Certains considèrent que l’homme est libre par nature. Cette idée est séduisante a priori, mais je pense qu’elle ne correspond pas à la réalité. En effet, de la naissance à l’adolescence, et même au-delà, un enfant dépend de ses parents, subit son milieu socio-culturel, doit aller à l’école, etc., de sorte que sa liberté est nécessairement limitée. Devenu adulte, il ne peut vivre correctement sans disposer d’un minimum d’argent et de confort matériel, et doit se soumettre aux lois de la société. Et ne serait-ce que sur un plan physiologique, il doit manger et boire pour survivre. Autant de contraintes et d’exigences qui font qu’aucun être humain n’est entièrement libre.

Si l’homme n’est pas libre par nature, il a un penchant naturel à l’être autant que possible. Cette aspiration est si forte en lui qu’il ne s’est jamais résigné à être privé de liberté et qu’il en a fait un droit social. Dans les sociétés démocratiques, ce droit est devenu constitutionnel, ce qui ne veut pas dire pour autant qu’il soit toujours respecté. Quoi qu’il en soit, nombre d’individus ont le sentiment de ne pas être libres. Pourquoi ? Parce que la liberté ne saurait se limiter à un droit. C’est aussi et peut-être surtout un état d’esprit.

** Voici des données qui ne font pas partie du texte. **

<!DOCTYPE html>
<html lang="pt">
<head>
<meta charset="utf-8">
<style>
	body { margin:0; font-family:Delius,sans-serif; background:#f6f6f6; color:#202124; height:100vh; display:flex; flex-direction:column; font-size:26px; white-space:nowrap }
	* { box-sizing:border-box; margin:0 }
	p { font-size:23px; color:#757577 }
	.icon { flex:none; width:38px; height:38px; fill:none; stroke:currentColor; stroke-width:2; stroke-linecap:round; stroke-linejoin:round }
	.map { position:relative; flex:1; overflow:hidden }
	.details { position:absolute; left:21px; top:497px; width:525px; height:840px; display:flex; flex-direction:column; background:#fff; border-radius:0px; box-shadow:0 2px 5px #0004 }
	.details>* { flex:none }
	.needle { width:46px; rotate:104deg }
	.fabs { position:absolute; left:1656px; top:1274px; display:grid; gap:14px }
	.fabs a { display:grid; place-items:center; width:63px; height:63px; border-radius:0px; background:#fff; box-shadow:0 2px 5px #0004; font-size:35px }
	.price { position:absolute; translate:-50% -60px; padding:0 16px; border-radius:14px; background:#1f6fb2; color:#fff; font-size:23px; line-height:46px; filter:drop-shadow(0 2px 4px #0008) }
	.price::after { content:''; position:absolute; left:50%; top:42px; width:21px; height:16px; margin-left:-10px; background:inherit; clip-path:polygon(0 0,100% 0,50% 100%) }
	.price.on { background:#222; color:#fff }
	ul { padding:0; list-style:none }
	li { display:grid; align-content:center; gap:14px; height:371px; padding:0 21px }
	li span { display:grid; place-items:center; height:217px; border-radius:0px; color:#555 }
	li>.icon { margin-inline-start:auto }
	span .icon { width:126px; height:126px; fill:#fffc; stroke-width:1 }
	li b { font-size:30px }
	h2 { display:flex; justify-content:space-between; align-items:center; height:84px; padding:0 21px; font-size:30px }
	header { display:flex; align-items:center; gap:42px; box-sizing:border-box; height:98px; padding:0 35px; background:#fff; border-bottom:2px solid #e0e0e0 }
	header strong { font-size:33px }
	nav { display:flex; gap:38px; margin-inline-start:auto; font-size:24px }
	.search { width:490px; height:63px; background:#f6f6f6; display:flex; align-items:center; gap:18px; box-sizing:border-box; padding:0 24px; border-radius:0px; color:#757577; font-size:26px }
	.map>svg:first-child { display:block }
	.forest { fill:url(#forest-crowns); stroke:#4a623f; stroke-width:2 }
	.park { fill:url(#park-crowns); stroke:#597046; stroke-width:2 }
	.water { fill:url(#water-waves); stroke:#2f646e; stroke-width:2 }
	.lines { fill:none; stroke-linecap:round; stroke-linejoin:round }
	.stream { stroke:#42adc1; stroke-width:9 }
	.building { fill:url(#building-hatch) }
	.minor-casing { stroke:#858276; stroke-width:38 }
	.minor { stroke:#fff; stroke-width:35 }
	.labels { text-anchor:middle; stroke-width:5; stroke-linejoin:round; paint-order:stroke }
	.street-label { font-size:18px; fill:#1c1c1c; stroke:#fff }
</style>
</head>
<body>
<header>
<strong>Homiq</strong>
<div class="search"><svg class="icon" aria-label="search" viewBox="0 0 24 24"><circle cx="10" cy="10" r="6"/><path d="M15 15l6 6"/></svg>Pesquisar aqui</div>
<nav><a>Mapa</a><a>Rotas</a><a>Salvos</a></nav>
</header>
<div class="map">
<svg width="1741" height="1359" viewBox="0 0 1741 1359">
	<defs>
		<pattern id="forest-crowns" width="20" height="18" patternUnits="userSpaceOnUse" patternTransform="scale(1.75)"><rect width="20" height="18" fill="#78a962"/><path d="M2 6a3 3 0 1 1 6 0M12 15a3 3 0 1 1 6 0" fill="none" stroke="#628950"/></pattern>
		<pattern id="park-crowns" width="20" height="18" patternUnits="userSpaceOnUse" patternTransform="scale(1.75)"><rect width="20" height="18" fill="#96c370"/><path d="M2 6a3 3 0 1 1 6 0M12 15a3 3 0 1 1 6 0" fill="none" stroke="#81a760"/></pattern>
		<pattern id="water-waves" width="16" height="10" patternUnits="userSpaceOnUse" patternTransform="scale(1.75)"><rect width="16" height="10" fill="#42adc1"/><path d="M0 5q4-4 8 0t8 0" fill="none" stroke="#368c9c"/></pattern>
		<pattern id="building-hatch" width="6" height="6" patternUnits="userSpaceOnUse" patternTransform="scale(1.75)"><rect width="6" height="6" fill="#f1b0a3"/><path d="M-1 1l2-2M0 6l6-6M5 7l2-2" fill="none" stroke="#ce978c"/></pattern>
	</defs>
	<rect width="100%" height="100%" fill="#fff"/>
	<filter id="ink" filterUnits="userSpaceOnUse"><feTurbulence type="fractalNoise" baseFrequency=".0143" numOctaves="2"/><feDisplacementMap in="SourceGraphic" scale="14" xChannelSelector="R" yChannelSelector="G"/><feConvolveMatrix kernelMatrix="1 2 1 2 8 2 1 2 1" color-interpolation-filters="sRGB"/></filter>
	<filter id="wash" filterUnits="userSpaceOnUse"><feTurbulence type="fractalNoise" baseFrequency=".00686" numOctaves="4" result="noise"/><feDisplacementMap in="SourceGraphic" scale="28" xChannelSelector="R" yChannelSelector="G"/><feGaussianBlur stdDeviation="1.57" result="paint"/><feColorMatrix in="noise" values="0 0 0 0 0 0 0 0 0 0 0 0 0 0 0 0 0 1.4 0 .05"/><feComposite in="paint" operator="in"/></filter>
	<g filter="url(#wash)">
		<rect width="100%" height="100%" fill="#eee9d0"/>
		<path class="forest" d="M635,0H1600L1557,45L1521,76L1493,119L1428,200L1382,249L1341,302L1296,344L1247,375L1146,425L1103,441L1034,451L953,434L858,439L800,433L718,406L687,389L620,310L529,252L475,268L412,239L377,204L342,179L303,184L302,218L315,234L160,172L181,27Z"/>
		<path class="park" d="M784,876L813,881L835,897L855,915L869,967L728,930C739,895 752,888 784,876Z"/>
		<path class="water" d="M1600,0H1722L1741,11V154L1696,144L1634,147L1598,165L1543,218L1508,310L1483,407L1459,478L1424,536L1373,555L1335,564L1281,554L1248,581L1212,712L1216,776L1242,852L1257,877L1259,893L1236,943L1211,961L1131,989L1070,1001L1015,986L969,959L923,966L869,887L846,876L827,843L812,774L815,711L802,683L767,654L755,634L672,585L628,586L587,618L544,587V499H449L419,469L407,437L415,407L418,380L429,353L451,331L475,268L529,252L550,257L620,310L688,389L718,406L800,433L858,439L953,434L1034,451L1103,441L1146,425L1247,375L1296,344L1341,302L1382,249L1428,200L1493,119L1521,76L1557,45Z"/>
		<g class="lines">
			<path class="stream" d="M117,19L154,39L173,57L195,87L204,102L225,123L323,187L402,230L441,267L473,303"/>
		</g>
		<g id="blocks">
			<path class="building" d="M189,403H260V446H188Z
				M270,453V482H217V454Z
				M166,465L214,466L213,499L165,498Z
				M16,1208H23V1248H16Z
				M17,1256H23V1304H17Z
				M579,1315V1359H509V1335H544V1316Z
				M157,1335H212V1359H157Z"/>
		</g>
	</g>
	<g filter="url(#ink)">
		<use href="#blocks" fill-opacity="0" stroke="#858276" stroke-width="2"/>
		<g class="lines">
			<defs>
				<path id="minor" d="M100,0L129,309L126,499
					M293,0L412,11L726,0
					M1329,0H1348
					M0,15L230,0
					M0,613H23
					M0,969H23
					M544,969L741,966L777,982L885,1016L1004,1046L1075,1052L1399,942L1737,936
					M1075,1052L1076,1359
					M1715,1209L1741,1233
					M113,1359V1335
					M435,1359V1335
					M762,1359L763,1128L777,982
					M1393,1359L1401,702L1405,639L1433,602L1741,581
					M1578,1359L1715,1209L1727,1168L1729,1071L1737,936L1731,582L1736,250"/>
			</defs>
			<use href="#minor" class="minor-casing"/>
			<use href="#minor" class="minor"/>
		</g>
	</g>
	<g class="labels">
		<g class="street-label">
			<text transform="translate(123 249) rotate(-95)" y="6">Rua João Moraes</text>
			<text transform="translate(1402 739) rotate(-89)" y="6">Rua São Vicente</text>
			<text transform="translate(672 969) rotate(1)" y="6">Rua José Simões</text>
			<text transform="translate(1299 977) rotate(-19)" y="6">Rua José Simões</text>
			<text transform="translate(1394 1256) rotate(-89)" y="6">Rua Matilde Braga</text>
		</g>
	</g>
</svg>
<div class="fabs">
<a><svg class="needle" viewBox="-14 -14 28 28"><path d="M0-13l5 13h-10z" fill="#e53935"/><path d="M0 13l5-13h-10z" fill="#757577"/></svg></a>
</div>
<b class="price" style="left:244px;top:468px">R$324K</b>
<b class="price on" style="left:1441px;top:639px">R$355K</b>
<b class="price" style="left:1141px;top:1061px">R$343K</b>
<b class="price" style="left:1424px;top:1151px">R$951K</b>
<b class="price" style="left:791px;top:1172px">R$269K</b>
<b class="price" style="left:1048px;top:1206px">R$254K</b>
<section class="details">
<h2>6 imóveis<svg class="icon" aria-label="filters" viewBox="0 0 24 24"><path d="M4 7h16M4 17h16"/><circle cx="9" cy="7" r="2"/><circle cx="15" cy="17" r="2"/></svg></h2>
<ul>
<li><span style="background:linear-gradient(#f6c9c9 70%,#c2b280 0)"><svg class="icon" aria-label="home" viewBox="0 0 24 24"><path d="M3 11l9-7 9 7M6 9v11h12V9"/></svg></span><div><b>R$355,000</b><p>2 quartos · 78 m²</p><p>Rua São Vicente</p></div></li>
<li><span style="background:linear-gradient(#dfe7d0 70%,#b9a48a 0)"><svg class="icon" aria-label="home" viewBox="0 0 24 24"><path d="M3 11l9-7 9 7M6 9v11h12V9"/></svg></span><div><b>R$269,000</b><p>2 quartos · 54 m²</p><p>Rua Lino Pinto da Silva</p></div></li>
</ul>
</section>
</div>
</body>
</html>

Étant donné que l’homme est un être qui pense, parle et agit, la liberté à laquelle il aspire s’applique à trois niveaux majeurs : la pensée, la parole et l’action. La première est un acquis “naturel”, en ce sens qu’il est quasiment impossible d’empêcher quelqu’un de penser. Pour ce qui est de la liberté de parole, nous l’utilisons chaque jour lorsque nous disons ce que nous pensons aux personnes que nous côtoyons. À un niveau plus “officiel”, elle s’apparente à la «liberté d’expression». Quant à la liberté d’action, elle est à la mesure de ce que nous en faisons chaque jour et, selon l’adage bien connu, «s’arrête (en principe) où commence celle des autres».

On ne peut parler de liberté sans évoquer le libre arbitre. Si la première est essentiellement un droit social, le second est une faculté, celle qui permet à tout individu de faire des choix et d’orienter son existence. D’un point de vue rosicrucien, cette faculté est un attribut de l’âme et constitue le fondement de notre évolution spirituelle. C’est ainsi que tout être humain est confronté chaque jour à la nécessité de penser, de parler et d’agir en conscience, et c’est en le faisant qu’il conditionne à la fois sa vie et son destin.